**DATASET RECORDS**
'''
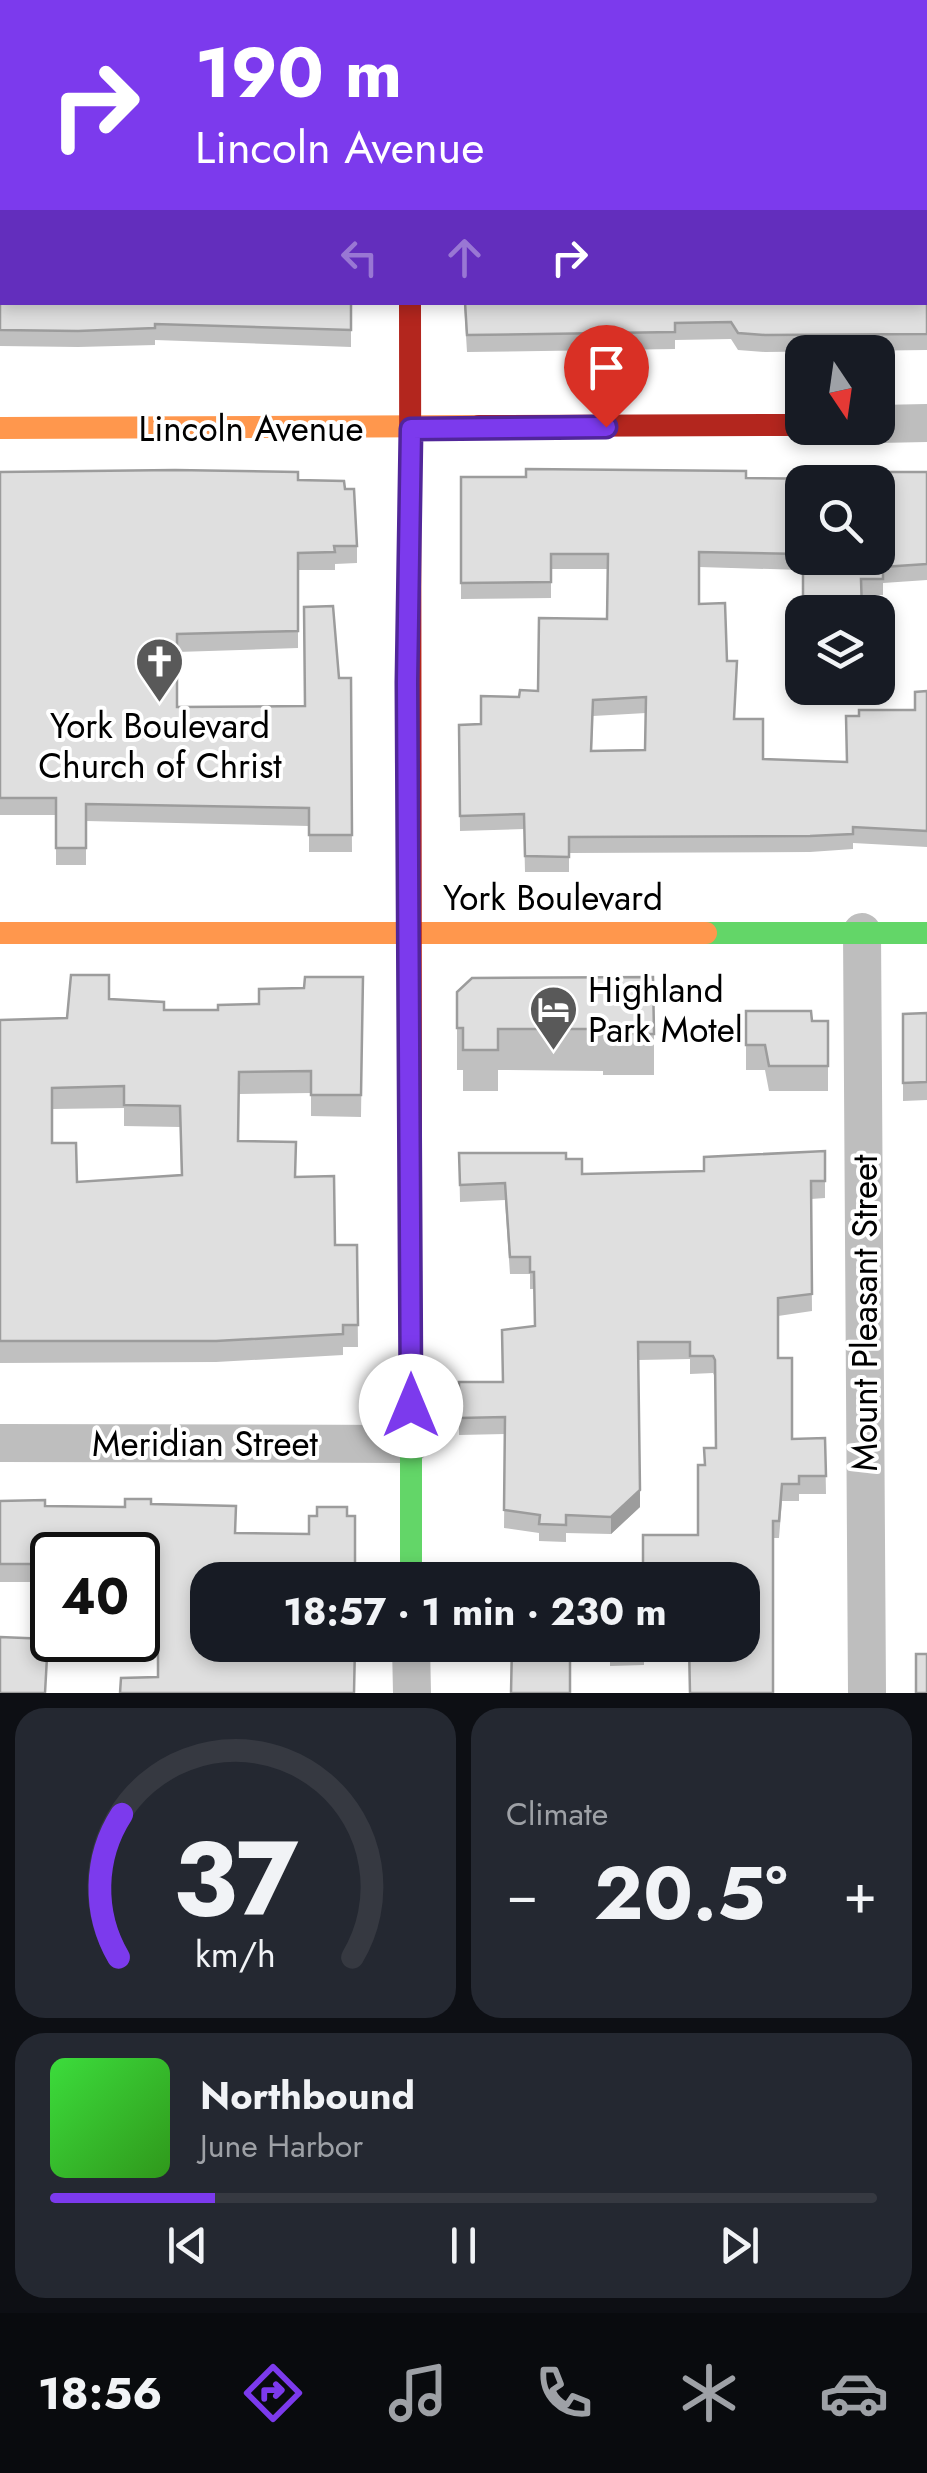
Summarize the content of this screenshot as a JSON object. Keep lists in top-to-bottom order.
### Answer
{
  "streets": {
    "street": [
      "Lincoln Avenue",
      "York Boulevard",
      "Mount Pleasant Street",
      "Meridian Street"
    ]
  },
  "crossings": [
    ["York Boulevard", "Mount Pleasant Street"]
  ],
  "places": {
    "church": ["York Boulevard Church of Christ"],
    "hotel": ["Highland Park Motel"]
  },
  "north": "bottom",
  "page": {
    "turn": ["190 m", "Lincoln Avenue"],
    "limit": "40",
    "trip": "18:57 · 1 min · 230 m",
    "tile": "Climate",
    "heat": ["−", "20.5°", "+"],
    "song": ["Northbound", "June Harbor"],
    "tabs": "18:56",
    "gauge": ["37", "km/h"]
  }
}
'''
**TASK GOAL**
An exact, image-free transcript of the material is required.

**PROBLEM SOLUTION**
Summarize the content of this screenshot as a JSON object. Keep lists in top-to-bottom order.
### Answer
{
  "streets": {
    "street": [
      "Lincoln Avenue",
      "York Boulevard",
      "Mount Pleasant Street",
      "Meridian Street"
    ]
  },
  "crossings": [
    ["York Boulevard", "Mount Pleasant Street"]
  ],
  "places": {
    "church": ["York Boulevard Church of Christ"],
    "hotel": ["Highland Park Motel"]
  },
  "north": "bottom",
  "page": {
    "turn": ["190 m", "Lincoln Avenue"],
    "limit": "40",
    "trip": "18:57 · 1 min · 230 m",
    "tile": "Climate",
    "heat": ["−", "20.5°", "+"],
    "song": ["Northbound", "June Harbor"],
    "tabs": "18:56",
    "gauge": ["37", "km/h"]
  }
}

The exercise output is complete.